6 Temmuz 2015 Pazartesi

Aslında en çok vakit geçirdiğin insan kendinsin, ama en az gördüğün insan da kendinsin.

Demişim ki hep: "Ben buyum ve kendime bakmak beni değiştirmeyecek, kendime savaş açmanın manası yok.".
Halbuki savaş zamanı gelmiş, bir akşam üzeri oturduğumuz sakin balkonda demişiz ki bir gün duvara çarparsan şanslısın, ama ne kadar erken çarparsan da o kadar şanslısın.
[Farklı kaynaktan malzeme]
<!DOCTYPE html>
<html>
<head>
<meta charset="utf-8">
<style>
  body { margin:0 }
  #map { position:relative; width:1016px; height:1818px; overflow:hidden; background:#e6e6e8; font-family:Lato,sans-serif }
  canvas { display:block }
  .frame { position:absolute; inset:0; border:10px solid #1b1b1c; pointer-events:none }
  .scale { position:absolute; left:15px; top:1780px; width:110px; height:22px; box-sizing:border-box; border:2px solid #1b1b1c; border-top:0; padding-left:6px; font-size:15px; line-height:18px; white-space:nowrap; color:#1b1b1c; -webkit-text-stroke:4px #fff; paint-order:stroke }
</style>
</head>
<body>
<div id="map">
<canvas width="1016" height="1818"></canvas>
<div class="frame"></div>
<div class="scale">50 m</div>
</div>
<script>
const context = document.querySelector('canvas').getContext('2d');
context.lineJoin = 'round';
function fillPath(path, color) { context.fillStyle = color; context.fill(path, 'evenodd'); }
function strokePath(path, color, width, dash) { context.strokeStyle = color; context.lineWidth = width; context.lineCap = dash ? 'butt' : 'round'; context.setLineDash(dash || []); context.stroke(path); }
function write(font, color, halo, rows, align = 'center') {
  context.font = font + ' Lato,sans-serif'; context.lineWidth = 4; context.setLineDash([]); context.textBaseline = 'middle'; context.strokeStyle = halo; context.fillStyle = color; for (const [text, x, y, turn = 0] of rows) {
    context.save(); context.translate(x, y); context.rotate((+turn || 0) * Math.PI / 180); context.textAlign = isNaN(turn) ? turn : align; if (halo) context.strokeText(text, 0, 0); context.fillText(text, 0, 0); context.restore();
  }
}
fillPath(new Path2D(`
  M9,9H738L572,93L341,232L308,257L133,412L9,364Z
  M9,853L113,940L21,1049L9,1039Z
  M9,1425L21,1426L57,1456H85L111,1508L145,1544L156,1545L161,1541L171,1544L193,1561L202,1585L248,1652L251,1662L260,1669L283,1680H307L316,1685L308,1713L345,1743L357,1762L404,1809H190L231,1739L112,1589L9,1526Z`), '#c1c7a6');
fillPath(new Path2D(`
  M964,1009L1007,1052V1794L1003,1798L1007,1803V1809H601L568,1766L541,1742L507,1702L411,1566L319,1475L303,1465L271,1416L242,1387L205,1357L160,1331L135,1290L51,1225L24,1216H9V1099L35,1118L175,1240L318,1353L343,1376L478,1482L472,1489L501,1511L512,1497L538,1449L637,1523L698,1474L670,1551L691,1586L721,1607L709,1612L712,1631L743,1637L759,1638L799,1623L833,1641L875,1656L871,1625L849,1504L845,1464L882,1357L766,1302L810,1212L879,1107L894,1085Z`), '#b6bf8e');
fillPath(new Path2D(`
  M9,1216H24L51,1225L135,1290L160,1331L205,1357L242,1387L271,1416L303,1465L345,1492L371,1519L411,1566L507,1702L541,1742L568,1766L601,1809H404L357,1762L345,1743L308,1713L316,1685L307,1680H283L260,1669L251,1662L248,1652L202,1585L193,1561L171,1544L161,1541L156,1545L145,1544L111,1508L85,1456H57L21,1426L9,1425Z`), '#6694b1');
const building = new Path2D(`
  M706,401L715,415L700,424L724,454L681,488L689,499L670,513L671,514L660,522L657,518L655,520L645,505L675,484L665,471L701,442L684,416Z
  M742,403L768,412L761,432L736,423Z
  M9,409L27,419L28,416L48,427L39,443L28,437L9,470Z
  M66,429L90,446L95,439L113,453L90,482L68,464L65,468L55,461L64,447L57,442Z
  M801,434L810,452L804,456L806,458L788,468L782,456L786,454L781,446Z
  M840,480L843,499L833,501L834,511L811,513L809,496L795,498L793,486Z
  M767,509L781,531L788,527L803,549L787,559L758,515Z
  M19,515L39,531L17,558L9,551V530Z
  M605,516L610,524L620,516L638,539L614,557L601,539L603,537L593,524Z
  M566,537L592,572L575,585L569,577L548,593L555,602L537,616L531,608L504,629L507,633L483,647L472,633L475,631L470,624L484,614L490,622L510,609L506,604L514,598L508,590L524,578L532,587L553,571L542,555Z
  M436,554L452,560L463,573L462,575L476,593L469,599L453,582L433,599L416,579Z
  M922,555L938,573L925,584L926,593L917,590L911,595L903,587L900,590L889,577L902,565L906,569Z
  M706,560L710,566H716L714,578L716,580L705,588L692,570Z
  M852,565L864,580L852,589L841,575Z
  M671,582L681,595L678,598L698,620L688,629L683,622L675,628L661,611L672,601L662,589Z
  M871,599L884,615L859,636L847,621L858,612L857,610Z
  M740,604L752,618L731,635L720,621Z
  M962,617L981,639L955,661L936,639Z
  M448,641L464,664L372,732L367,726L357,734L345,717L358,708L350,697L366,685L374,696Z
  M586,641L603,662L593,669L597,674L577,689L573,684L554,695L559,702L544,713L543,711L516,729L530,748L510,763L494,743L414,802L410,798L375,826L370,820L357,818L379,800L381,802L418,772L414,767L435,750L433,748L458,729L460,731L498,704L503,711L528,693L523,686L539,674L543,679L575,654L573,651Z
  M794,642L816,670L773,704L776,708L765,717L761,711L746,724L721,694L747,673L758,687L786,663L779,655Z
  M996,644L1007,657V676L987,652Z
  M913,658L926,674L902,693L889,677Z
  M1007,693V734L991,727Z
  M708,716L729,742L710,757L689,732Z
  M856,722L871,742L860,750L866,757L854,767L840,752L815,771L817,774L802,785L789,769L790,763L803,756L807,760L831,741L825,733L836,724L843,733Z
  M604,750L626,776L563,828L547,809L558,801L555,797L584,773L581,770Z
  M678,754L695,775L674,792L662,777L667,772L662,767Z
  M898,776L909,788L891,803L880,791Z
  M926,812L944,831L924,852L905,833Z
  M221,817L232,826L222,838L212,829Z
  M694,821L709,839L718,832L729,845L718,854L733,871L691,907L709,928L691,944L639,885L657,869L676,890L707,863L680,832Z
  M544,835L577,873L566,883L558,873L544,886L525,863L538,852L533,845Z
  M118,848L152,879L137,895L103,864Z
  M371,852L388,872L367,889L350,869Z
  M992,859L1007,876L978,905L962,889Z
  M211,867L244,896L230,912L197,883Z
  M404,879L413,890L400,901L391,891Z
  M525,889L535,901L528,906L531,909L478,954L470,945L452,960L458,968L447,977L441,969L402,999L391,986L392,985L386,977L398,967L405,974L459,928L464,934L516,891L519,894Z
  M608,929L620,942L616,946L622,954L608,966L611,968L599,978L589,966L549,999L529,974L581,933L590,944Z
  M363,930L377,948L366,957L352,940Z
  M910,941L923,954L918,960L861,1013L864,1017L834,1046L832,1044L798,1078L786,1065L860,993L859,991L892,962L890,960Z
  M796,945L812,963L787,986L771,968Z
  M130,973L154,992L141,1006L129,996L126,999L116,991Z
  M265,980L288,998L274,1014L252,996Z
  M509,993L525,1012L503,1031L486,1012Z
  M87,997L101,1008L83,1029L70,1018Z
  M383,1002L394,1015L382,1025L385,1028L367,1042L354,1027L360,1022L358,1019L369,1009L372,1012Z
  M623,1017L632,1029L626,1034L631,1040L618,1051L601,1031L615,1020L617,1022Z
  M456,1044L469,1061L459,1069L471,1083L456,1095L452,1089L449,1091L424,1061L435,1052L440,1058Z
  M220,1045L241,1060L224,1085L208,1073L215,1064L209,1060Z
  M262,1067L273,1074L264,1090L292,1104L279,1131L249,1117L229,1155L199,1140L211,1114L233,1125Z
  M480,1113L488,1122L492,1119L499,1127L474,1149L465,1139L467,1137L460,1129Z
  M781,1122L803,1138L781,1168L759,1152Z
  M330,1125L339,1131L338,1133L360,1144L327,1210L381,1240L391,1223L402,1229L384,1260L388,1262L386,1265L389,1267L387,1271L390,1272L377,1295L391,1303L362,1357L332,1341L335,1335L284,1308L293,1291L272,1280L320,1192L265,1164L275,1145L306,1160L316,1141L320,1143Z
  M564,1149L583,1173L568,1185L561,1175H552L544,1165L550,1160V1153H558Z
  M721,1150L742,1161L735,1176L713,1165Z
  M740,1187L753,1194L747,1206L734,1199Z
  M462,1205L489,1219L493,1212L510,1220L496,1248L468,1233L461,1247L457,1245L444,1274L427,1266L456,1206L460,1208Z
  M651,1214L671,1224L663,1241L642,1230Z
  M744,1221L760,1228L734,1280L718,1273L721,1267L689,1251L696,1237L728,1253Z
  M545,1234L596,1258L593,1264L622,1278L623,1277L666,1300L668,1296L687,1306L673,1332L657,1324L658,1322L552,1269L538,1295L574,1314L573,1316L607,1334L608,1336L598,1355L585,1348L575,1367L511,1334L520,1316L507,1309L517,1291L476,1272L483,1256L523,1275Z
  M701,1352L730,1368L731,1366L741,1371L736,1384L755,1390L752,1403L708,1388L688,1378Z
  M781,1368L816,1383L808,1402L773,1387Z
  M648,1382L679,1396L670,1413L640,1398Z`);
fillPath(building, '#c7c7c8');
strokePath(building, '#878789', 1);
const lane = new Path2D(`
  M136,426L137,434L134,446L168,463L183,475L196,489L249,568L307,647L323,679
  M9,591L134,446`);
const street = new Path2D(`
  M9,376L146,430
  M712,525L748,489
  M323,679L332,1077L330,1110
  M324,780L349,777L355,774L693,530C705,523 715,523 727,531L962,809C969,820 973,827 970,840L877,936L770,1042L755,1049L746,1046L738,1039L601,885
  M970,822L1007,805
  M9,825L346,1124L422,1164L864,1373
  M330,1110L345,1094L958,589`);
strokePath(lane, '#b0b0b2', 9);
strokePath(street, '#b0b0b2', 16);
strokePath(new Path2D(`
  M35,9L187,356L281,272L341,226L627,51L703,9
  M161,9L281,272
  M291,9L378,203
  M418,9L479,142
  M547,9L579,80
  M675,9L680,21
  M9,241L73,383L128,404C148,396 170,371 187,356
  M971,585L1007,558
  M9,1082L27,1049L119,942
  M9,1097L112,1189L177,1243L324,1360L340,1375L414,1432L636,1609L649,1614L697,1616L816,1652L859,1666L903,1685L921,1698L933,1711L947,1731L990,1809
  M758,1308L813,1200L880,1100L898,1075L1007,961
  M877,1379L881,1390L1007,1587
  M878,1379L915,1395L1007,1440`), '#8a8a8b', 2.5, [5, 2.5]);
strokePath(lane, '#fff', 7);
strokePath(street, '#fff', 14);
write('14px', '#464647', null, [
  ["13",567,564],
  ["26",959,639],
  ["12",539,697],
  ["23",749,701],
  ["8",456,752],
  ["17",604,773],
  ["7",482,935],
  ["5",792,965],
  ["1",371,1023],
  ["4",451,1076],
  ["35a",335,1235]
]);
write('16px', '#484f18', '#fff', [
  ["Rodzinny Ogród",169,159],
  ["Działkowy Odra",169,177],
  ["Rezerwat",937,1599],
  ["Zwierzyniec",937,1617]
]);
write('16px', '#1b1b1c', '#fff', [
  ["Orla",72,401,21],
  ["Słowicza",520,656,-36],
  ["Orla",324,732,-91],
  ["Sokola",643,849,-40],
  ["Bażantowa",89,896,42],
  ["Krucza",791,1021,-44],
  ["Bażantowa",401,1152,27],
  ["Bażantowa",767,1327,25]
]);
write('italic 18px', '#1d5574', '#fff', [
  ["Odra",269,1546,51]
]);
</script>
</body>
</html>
Ortalıkta "ağaç" sözcüğü dolaştığında insanlar dönüp bana bakıyorlar artık, bir yerde özel bir ağaç gördüklerinde beni anıyorlar.
Ben ise biriktirmiyorum da ağaçları, atlatamıyorum. Der ki William: "Doğayı yarattığına göre Tanrı iyi olmalı.". Tanrı adına inandığım, umut ettiğim ne varsa yeryüzündeki yansıması: her şeyi gören ancak susan, alçakgönüllü, sabırlı ve kesinlikle bağışlayıcı. Zira biliyor ki yelle gelen eninde sonunda yeni bir yelle birlikte gidiyor.
Tanrılığa özeniyorum. (bi' bu kalmıştı, dimi?)

Histeri krizinden kurtulabilmek, sakinleşip uyuyabilmek için içenler kadar içinde birikeni iyice yoğunlaştırıp kusarak kurtulmak isteyenler de var. Daha fazla düşünmeyi engellemek adına beynimin fişini çekmeyi dileyerek, ulaşabildiğim tüm ışıkları ve sesleri yok edip tortop uyumaya çalıştığım sarhoş geceler oldu, tam tersine saldırabilmek ve ardından, ardına saklanabileceğim bir bahane yaratabilmek adına sarhoşluklar da. Hiç uçlarda yaşamadım ama uca kadar gidip geri döndüğüm kaçamaklar var.

Şimdiyse dünyadaki bütün sesler ve ışıklar olması gereken yerde; mutluluk ve mutsuzluk dahi köşeleri fazla keskin sözcükler. Ve istediğim tek şey, küçük dağlara bulaşmadan minik çakıl taşları biriktirmek bu ara. Avuçlarımın aldığı kadarıyla yetinmek, oburca saldırmamak ve sadece kendime kadar yaratmak ne ise içimi ferahlatacak.

Böyle bir sürecin başlangıcında, umudum, afiyetle...

(bu yazı da duvara çarptırana. unutuveriyor ama, o iyi ki var.)